The installation plan for both wells was identical and began with a pre-job safety meeting with all personnel involved, with particular focus on handling of the completion assemblies. A blowout preventer (BOP) was then installed and tested to 250 bar with brine with a specific gravity (sg) of 1.03.
The lower completion, consisting of 102 joints of 5 ½-in. screens with swellable packers spaced between, was installed. The 9 5/8-in. main bore casing was then prepared for the upper completion by scraping and pressure testing to 250 bar with a 1.45-sg fluid.
From bottom to top, the procedure for the upper completion consisted of running in hole:
• The 5 ½-in. tubing handling equipment, spooling units and accessories.
• A 7-in. seal stem with indexing mule shoe and a 7-in. to 5 ½-in. crossover assembly to a measured depth of 3,090 meters.
• One 5 ½-in. tubing joint, followed by a bottom landing nipple.
• The OptiPkr production packer, including a top-landing nipple, followed by 5 ½-in. tubing joint.
• A downhole pressure-test gauge mandrel and the chemical injection mandrel.

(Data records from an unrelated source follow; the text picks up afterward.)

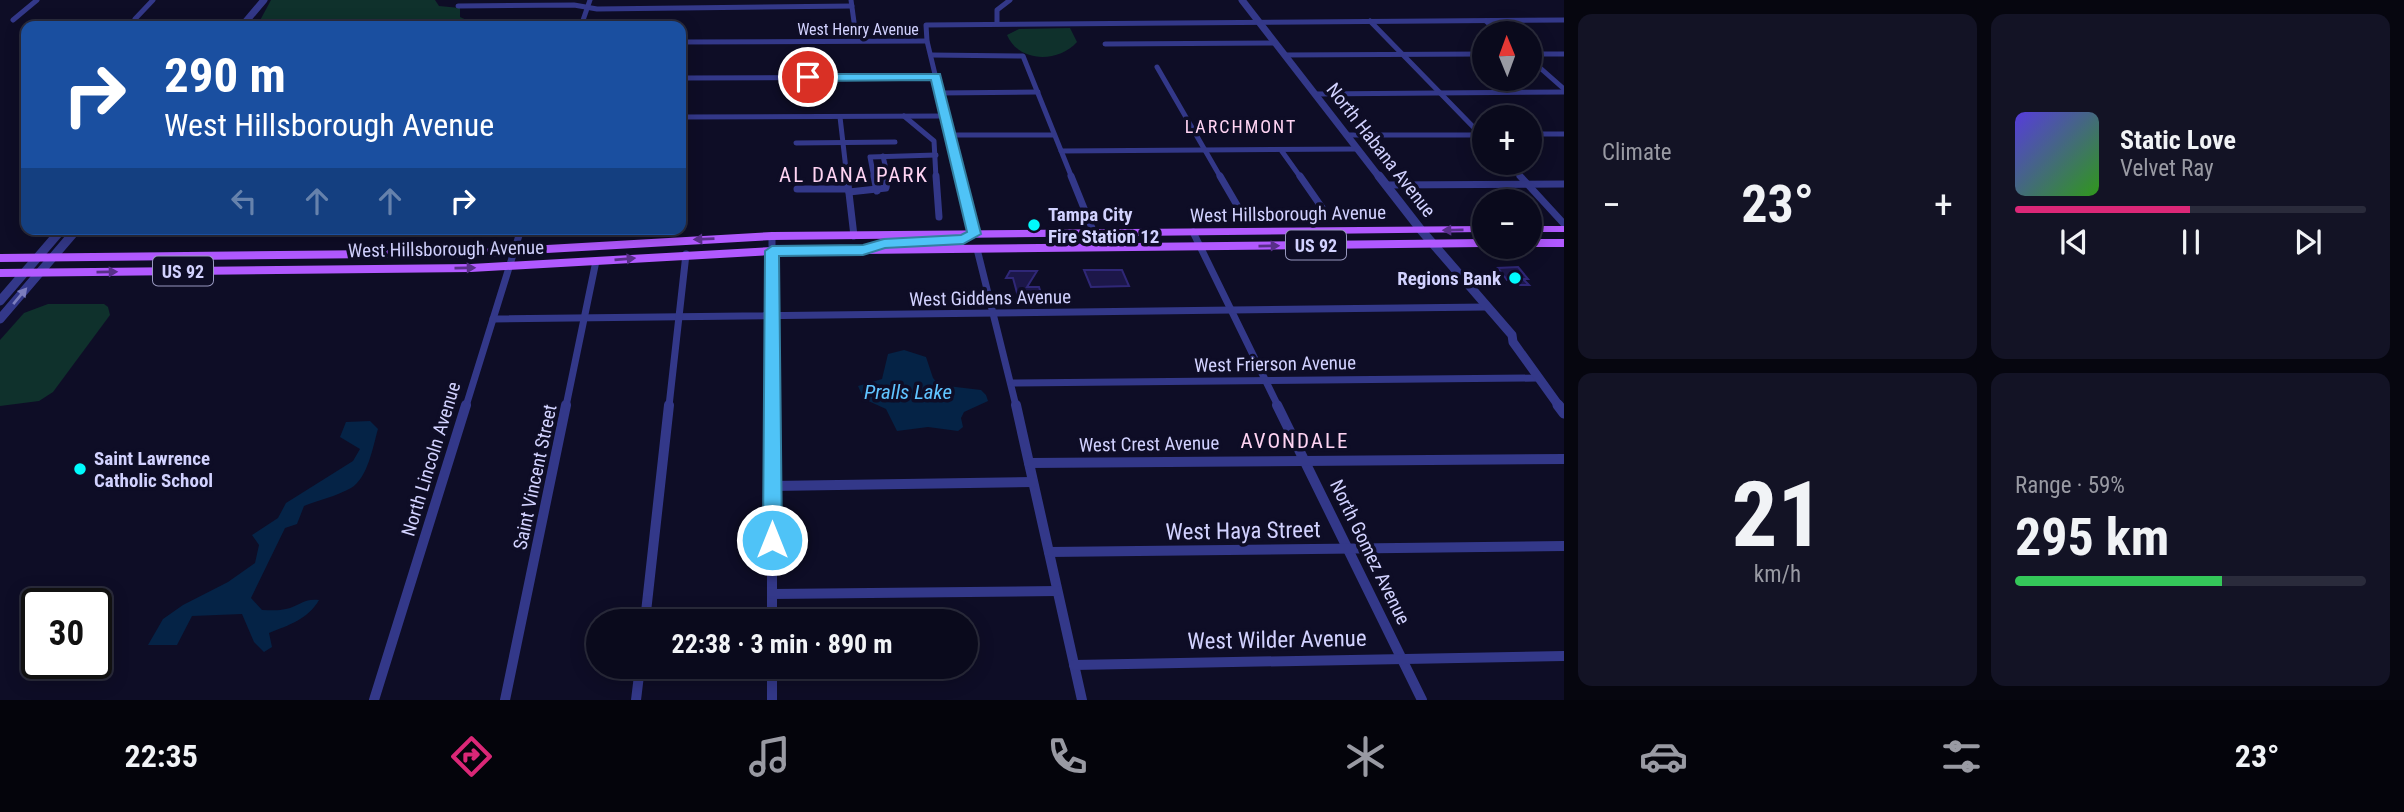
<!DOCTYPE html>
<html lang="en">
<head>
<meta charset="utf-8">
<style>
	body { margin:0; font-family:"Roboto Condensed",sans-serif; background:#131325; color:#f1f3f6; height:100vh; display:flex; flex-direction:column; font-size:26px; white-space:nowrap }
	* { box-sizing:border-box; margin:0 }
	p { font-size:23px; color:#999aa3 }
	.icon { flex:none; width:38px; height:38px; fill:none; stroke:currentColor; stroke-width:2; stroke-linecap:round; stroke-linejoin:round }
	.map { position:relative; flex:1; overflow:hidden }
	.sheet { display:flex; flex-direction:column; gap:14px; padding:14px; background:#06060f; width:840px }
	.sheet>* { flex:none }
	.hud { position:absolute; left:21px; top:21px; width:665px; height:214px; border-radius:14px; box-shadow:0 4px 18px #0003,0 0 0 2px #2a2b3b; background:#1a4fa0; color:#fff; overflow:hidden }
	.needle { width:46px; rotate:359deg }
	.buttons { position:absolute; left:1472px; top:21px; display:grid; gap:14px }
	.buttons a { display:grid; place-items:center; width:70px; height:70px; border-radius:50%; background:#0a0a1c; box-shadow:0 4px 18px #0003,0 0 0 2px #2a2b3b; font-size:35px }
	.speed { position:absolute; left:21px; top:588px; display:flex; gap:14px; font-size:35px; font-weight:700; text-align:center }
	.speed>* { display:grid; place-content:center; width:91px; height:91px; border-radius:50%; background:#0a0a1c; box-shadow:0 4px 18px #0003,0 0 0 2px #2a2b3b; line-height:1 }
	.speed .limit { border:4px solid #111; border-radius:10px; background:#fff; color:#111 }
	.pin { position:absolute; display:grid; place-items:center; width:60px; height:60px; color:#fff; margin:-30px; border:4px solid #fff; border-radius:50%; box-shadow:0 2px 7px #0007 }
	.me { position:absolute; width:77px; margin:-38px; rotate:0deg; stroke-linejoin:round; filter:drop-shadow(0 0 5px #0008) }
	.turn { display:flex; align-items:center; gap:24px; height:147px; padding:0 28px; font-size:32px }
	.turn .icon { width:91px; height:91px; stroke-width:2.5 }
	.turn b { display:block; font-size:49px; line-height:60px }
	.lanes { display:flex; align-items:center; height:66px; padding:0 28px; background:#0003; justify-content:center; gap:35px; direction:ltr }
	.lanes .off { opacity:.35 }
	.big { font-size:52px; font-weight:700; line-height:1.1 }
	.sheet .tile { flex:1; display:flex; flex-direction:column; justify-content:center; gap:10px; min-width:0; padding:0 24px; border-radius:14px; background:#131325 }
	.sheet .dial { align-items:center; gap:0 }
	.dial b { font-size:91px; line-height:1 }
	.song { display:flex; align-items:center; gap:21px }
	.cover { width:84px; height:84px; border-radius:10px; background:linear-gradient(135deg,hsl(250 70% 55%),hsl(110 70% 35%)) }
	.played { height:7px; border-radius:4px; background:linear-gradient(90deg,#db2777 50%,#2a2b3b 50%) }
	.keys { display:flex; justify-content:space-around; direction:ltr }
	.heat { display:flex; justify-content:space-between; align-items:center; font-size:38px; direction:ltr }
	.charge { height:10px; border-radius:5px; background:linear-gradient(90deg,#34c759 59%,#2a2b3b 0) }
	.sheet .tiles { flex:1; display:grid; gap:14px; grid-template-columns:repeat(2,1fr) }
	.trip { position:absolute; left:586px; top:609px; width:392px; height:70px; border-radius:35px; background:#0a0a1c; box-shadow:0 4px 18px #0003,0 0 0 2px #2a2b3b; font-weight:700; line-height:70px; text-align:center }
	.tabs { display:flex; height:112px; justify-content:space-around; align-items:center; background:#04040b; color:#999aa3 }
	.tabs .icon { width:49px; height:49px }
	.tabs .current { color:#db2777 }
	.tabs b { font-size:32px; color:#f1f3f6 }
	main { display:flex; flex:1; min-height:0 }
	.map>svg:first-child { display:block }
	.green { fill:#0f312c }
	.water { fill:#052346 }
	.building { fill:#1c1749; stroke:#2f2777; stroke-width:2 }
	.lines { fill:none; stroke-linecap:round; stroke-linejoin:round }
	.minor-far2 { stroke:#333889; stroke-width:5 }
	.minor-far1 { stroke:#333889; stroke-width:7 }
	.minor { stroke:#333889; stroke-width:10 }
	.tertiary-far2 { stroke:#333889; stroke-width:7 }
	.tertiary-far1 { stroke:#333889; stroke-width:9 }
	.tertiary { stroke:#333889; stroke-width:11 }
	.primary { fill:#b159ff; fill-rule:evenodd }
	.oneway { fill:#572f88 }
	.oneway2 { fill:#7b7dbe }
	.route { fill:#4fc3f7; stroke:#337fa1; stroke-width:2 }
	.poi-dot { fill:#00fbfd; stroke:#0e0d26; stroke-width:2.5 }
	.labels { text-anchor:middle; dominant-baseline:central; stroke-width:7; stroke-linejoin:round; paint-order:stroke }
	.far-street-label { font-size:16px; fill:#d2d2ff; stroke:#0e0d26 }
	.far-neighbourhood-label { font-size:18px; letter-spacing:2px; fill:#ffd4f3; stroke:#0e0d26 }
	.shield { fill:#0e0d26; stroke:#9797be; stroke-width:2 }
	.shield-label { font-size:18px; font-weight:bold; fill:#d2d2ff }
	.street-label { font-size:19px; fill:#d2d2ff; stroke:#0e0d26 }
	.poi-label { font-size:19px; font-weight:bold; fill:#d2d2ff; stroke:#0e0d26; text-anchor:start }
	.neighbourhood-label { font-size:21px; letter-spacing:2px; fill:#ffd4f3; stroke:#0e0d26 }
	.water-label { font-size:21px; font-style:italic; fill:#60c4ff; stroke:#0e0d26 }
	.near-street-label { font-size:23px; fill:#d2d2ff; stroke:#0e0d26 }
</style>
</head>
<body>
<main>
<div class="map">
<svg width="1564" height="700" viewBox="0 0 1564 700">
	<rect width="100%" height="100%" fill="#0e0d26"/>
	<g class="green">
		<polygon points="271,0 435,0 439,6 460,8 460,17 471,22 496,24 257,26"/>
		<path d="M1070,28l7,14c-19,21 -58,21 -70,-7l12,-6z"/>
		<polygon points="48,304 104,304 108,307 110,315 53,392 39,401 0,406 0,340 24,313"/>
	</g>
	<g class="water">
		<polygon points="904,350 926,357 933,378 939,385 981,390 986,395 988,401 964,412 961,418 963,427 958,431 928,427 897,431 886,409 864,399 858,386 882,379 888,354"/>
		<path d="M370,421l8,8c-5,17 -10,49 -27,59 -14,8 -32,12 -47,18l-7,18 -12,4 -34,70 11,12c8,0 16,1 24,-1 13,-3 18,-11 33,-9 -11,19 -30,25 -50,33l3,14 -8,5 -10,-10 -12,-28 -50,2 -15,29h-29l15,-26 20,-14 45,-23 27,-19 4,-18 -7,-10 26,-17 8,-15 67,-42 7,-12 -20,-12 6,-15z"/>
	</g>
	<g class="building">
		<polygon points="1518,267 1528,279 1523,279 1529,285 1520,285 1515,279 1507,280 1498,268"/>
		<polygon points="1084,270 1122,270 1129,286 1091,287"/>
		<polygon points="1010,271 1037,271 1027,287 1039,287 1043,300 1019,300 1013,278 1006,278"/>
	</g>
	<g class="lines">
		<g class="minor-far2">
			<polyline points="851,0 854,22"/>
			<polyline points="458,6 574,5 597,9 852,6"/>
			<polyline points="135,19 153,0"/>
			<polyline points="13,20 37,0"/>
			<polyline points="1370,21 1484,138"/>
			<polyline points="1486,21 1500,33"/>
			<polyline points="997,23 997,10 1010,0"/>
			<polyline points="581,26 590,0"/>
			<polyline points="681,42 927,41"/>
			<polyline points="1105,44 1274,43"/>
			<polyline points="1530,54 1564,54"/>
			<polyline points="931,55 1023,56 1072,178"/>
			<polyline points="1284,55 1484,54"/>
			<polyline points="1530,59 1564,89"/>
			<polyline points="1157,67 1221,178"/>
			<polyline points="681,78 936,77"/>
			<polyline points="939,93 1038,92"/>
			<polyline points="1315,94 1564,92"/>
			<polyline points="904,116 934,141 936,178"/>
			<polyline points="681,117 945,116"/>
			<polyline points="840,117 847,178"/>
			<polyline points="1530,134 1564,134"/>
			<polyline points="950,135 1054,135"/>
			<polyline points="1347,135 1481,135"/>
			<polyline points="796,143 895,142"/>
			<polyline points="1281,150 1301,178"/>
			<polyline points="1061,151 1358,149"/>
			<polyline points="883,156 888,178"/>
			<polyline points="1508,163 1522,178"/>
			<polyline points="874,178 870,157 936,155"/>
			<polyline points="960,178 927,41 926,25 1564,20"/>
		</g>
		<g class="minor-far1">
			<polyline points="847,176 854,236"/>
			<polyline points="874,176 877,191"/>
			<polyline points="936,176 939,217"/>
			<polyline points="960,176 974,234"/>
			<polyline points="1071,176 1094,233"/>
			<polyline points="1220,176 1241,212"/>
			<polyline points="1300,176 1325,212"/>
			<polyline points="1520,176 1564,224"/>
			<polyline points="1386,185 1564,184"/>
			<polyline points="797,189 848,189"/>
			<polyline points="849,192 886,188 888,176"/>
			<polyline points="1193,232 1278,406"/>
			<polyline points="772,236 772,406"/>
			<polyline points="977,249 1016,406"/>
			<polyline points="493,319 1486,307"/>
			<polyline points="1011,383 1538,378"/>
			<polyline points="466,406 521,229"/>
			<polyline points="566,406 596,261"/>
			<polyline points="669,406 686,254"/>
		</g>
		<g class="minor">
			<polyline points="772,405 772,621"/>
			<polyline points="1016,405 1082,700"/>
			<polyline points="1277,405 1422,700"/>
			<polyline points="1029,463 1564,459"/>
			<polyline points="772,486 1033,482"/>
			<polyline points="1049,552 1564,546"/>
			<polyline points="772,594 1057,591"/>
			<polyline points="645,621 669,405"/>
			<polyline points="1074,665 1564,656"/>
			<polyline points="772,667 772,700"/>
			<polyline points="374,700 466,405"/>
			<polyline points="505,700 566,405"/>
			<polyline points="636,700 640,667"/>
		</g>
		<g class="tertiary-far2">
			<polyline points="1242,0 1380,178"/>
			<polyline points="242,26 264,0"/>
		</g>
		<g class="tertiary-far1">
			<polyline points="1379,176 1421,230 1512,335 1513,342 1559,406"/>
			<polyline points="0,301 62,229"/>
			<polyline points="0,319 77,229"/>
		</g>
		<polyline class="tertiary" points="1558,405 1564,413"/>
		<g class="primary">
			<polygon points="1484,226 1484,232 772,240 480,257 0,262 0,254 480,249 772,232"/>
			<rect x="1530" y="226" width="34" height="6"/>
			<polygon points="1484,239 1484,247 772,255 471,272 0,277 0,269 471,264 772,247"/>
			<rect x="1530" y="239" width="34" height="8"/>
		</g>
	</g>
	<defs><path id="oneway-solid" d="M-6-.8H1V-3.2L6.5 0L1 3.2V.8H-6Z" transform="scale(1.75)"/></defs>
	<g class="oneway">
		<use href="#oneway-solid" transform="translate(1453 230) rotate(179)"/>
		<use href="#oneway-solid" transform="translate(704 239) rotate(178)"/>
		<use href="#oneway-solid" transform="translate(1269 246) rotate(-1)"/>
		<use href="#oneway-solid" transform="translate(625 259) rotate(-5)"/>
		<use href="#oneway-solid" transform="translate(465 268) rotate(-1)"/>
		<use href="#oneway-solid" transform="translate(107 272) rotate(-1)"/>
	</g>
	<use class="oneway2" href="#oneway-solid" transform="translate(20 296) rotate(-50)"/>
	<polygon class="route" points="940,74 981,234 963,244 885,248 863,255 779,256 782,540 779,546 772,548 766,546 763,540 765,251 772,246 863,245 884,239 961,235 967,232 931,80 808,81 802,77 808,74"/>
	<g class="poi-dot">
		<circle cx="1034" cy="225" r="7"/>
		<circle cx="1515" cy="278" r="7"/>
		<circle cx="80" cy="469" r="7"/>
	</g>
	<g class="labels">
		<g class="far-street-label">
			<text x="858" y="29">West Henry Avenue</text>
		</g>
		<g class="far-neighbourhood-label">
			<text x="1241" y="126">LARCHMONT</text>
		</g>
		<g class="shield">
			<rect x="1286" y="230.5" width="60" height="29" rx="5"/>
			<rect x="153" y="256.5" width="60" height="29" rx="5"/>
		</g>
		<g class="shield-label">
			<text x="1316" y="245">US 92</text>
			<text x="183" y="271">US 92</text>
		</g>
		<g class="street-label">
			<text transform="translate(1381 150) rotate(52)">North Habana Avenue</text>
			<text transform="translate(1288 214) rotate(-1)">West Hillsborough Avenue</text>
			<text transform="translate(446 249) rotate(-1)">West Hillsborough Avenue</text>
			<text transform="translate(990 298) rotate(-1)">West Giddens Avenue</text>
			<text transform="translate(1275 364) rotate(-1)">West Frierson Avenue</text>
			<text transform="translate(1149 444) rotate(-1)">West Crest Avenue</text>
			<text transform="translate(431 459) rotate(-73)">North Lincoln Avenue</text>
			<text transform="translate(535 477) rotate(-78)">Saint Vincent Street</text>
			<text transform="translate(1370 552) rotate(64)">North Gomez Avenue</text>
		</g>
		<g class="poi-label">
			<text x="1048" y="214">Tampa City<tspan x="1048" dy="22">Fire Station 12</tspan></text>
			<text x="1501" y="278" text-anchor="end">Regions Bank</text>
			<text x="94" y="458">Saint Lawrence<tspan x="94" dy="22">Catholic School</tspan></text>
		</g>
		<g class="neighbourhood-label">
			<text x="854" y="175">AL DANA PARK</text>
			<text x="1295" y="441">AVONDALE</text>
		</g>
		<g class="water-label">
			<text x="908" y="392">Pralls Lake</text>
		</g>
		<g class="near-street-label">
			<text transform="translate(1243 531) rotate(-1)">West Haya Street</text>
			<text transform="translate(1277 640) rotate(-1)">West Wilder Avenue</text>
		</g>
	</g>
</svg>
<div class="buttons">
<a><svg class="needle" viewBox="-14 -14 28 28"><path d="M0-13l5 13h-10z" fill="#e53935"/><path d="M0 13l5-13h-10z" fill="#999aa3"/></svg></a>
<a>+</a>
<a>−</a>
</div>
<div class="speed"><div class="limit">30</div></div>
<div class="pin" style="left:808px;top:77px;background:#d93025"><svg class="icon" aria-label="arrive" viewBox="0 0 24 24"><path d="M6 21V4h12l-3 4 3 4H6"/></svg></div>
<svg class="me" style="left:772px;top:540px" viewBox="-20 -20 40 40"><circle r="17" fill="#4fc3f7" stroke="#fff" stroke-width="3"/><path d="M0-11L8 9 0 5-8 9z" fill="#fff"/></svg>
<div class="trip">22:38 · 3 min · 890 m</div>
<div class="hud">
<div class="turn"><svg class="icon" aria-label="right" viewBox="0 0 24 24"><path d="M7 20v-9h11M14 6l5 5-5 5"/></svg><div><b>290 m</b>West Hillsborough Avenue</div></div>
<div class="lanes"><svg class="icon off" aria-label="left" viewBox="0 0 24 24"><path d="M17 20v-9H6M10 6l-5 5 5 5"/></svg><svg class="icon off" aria-label="ahead" viewBox="0 0 24 24"><path d="M12 20V5M6 11l6-6 6 6"/></svg><svg class="icon off" aria-label="ahead" viewBox="0 0 24 24"><path d="M12 20V5M6 11l6-6 6 6"/></svg><svg class="icon" aria-label="right" viewBox="0 0 24 24"><path d="M7 20v-9h11M14 6l5 5-5 5"/></svg></div>
</div>
</div>
<section class="sheet">
<div class="tiles">
<div class="tile"><p>Climate</p>
<div class="heat"><a>−</a><b class="big">23°</b><a>+</a></div>
</div>
<div class="tile">
<div class="song"><i class="cover"></i><div><b>Static Love</b><p>Velvet Ray</p></div></div>
<div class="played"></div>
<div class="keys"><svg class="icon" aria-label="previous" viewBox="0 0 24 24"><path d="M18 5L8 12l10 7zM5 5v14"/></svg><svg class="icon" aria-label="pause" viewBox="0 0 24 24"><path d="M8 5v14M16 5v14"/></svg><svg class="icon" aria-label="next" viewBox="0 0 24 24"><path d="M6 5l10 7-10 7zM19 5v14"/></svg></div>
</div>
<div class="tile dial"><b>21</b><p>km/h</p></div>
<div class="tile"><p>Range · 59%</p><b class="big">295 km</b><div class="charge"></div></div>
</div>
</section>
</main>
<nav class="tabs">
<b>22:35</b>
<svg class="icon current" aria-label="directions" viewBox="0 0 24 24"><path d="M12 3l9 9-9 9-9-9zM9 14v-3h6M13 9l2 2-2 2"/></svg>
<svg class="icon" aria-label="music" viewBox="0 0 24 24"><path d="M9 18V5l10-2v13"/><circle cx="6" cy="18" r="3"/><circle cx="16" cy="16" r="3"/></svg>
<svg class="icon" aria-label="phone" viewBox="0 0 24 24"><path d="M5 4h4l2 5-3 2q2 4 5 5l2-3 5 2v4C11 20 4 13 5 4z"/></svg>
<svg class="icon" aria-label="climate" viewBox="0 0 24 24"><path d="M12 3v18M4 7l16 10M4 17L20 7"/></svg>
<svg class="icon" aria-label="car" viewBox="0 0 24 24"><path d="M5 17H2v-5l4-1 3-4h7l3 4 3 1v5h-3M9 17h6M6 11h13"/><circle cx="7" cy="17" r="2"/><circle cx="17" cy="17" r="2"/></svg>
<svg class="icon" aria-label="filters" viewBox="0 0 24 24"><path d="M4 7h16M4 17h16"/><circle cx="9" cy="7" r="2"/><circle cx="15" cy="17" r="2"/></svg>
<b>23°</b>
</nav>
</body>
</html>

Separate pressure tests were conducted on the pressure-test gauge (7,500 psi for 10 min), the fitting between the mandrel’s injection valve and the control line (345 bar for 10 min) and the control line (100 bar for 10 min) prior to continuing with the installation.
• Gas-lift mandrel with orifice valve and gas-lift mandrel with unloading valve, with 5 ½-in., 17-lb 13 Cr tubing in between.
• More 5 ½-in., 17-lb 13Cr tubing according to tally, to ensure the SSV would be placed at the correct depth.
• The Optimax SSV, with splice subs above and below, followed by a pressure test of the SSV control line (690 bar for 10 min). The control line was then pressured up and maintained at 400 bar to keep the SSV open while running additional tubing in hole.
• Additional tubing until the tubing hanger depth was reached, followed by a bumper wire anchor sub.
A 10 ¾-in. by 5 ½-in. tubing hanger was then run in hole and landed, followed by additional pressure tests on the tubing hanger from above and the SSV. The production packer was set, and final pressure tests were conducted on the production tubing, packer and the chemical injection control line. An inflow test of the SSV and various pressure tests on the tubing hanger and valves set in different positions closed out the installation procedure.
Future applications
The upfront planning and collaboration with the operator, coupled with a methodical installation and pressure-testing program, helped ensure that both subsea completions were installed efficiently. The installations were completed two days ahead of the scheduled time.
The two wells were to be brought online in Q2 2013, and the successful installation of these initial subsea completions has prompted the operator to use this strategy for future wells in the field and in the greater North Sea.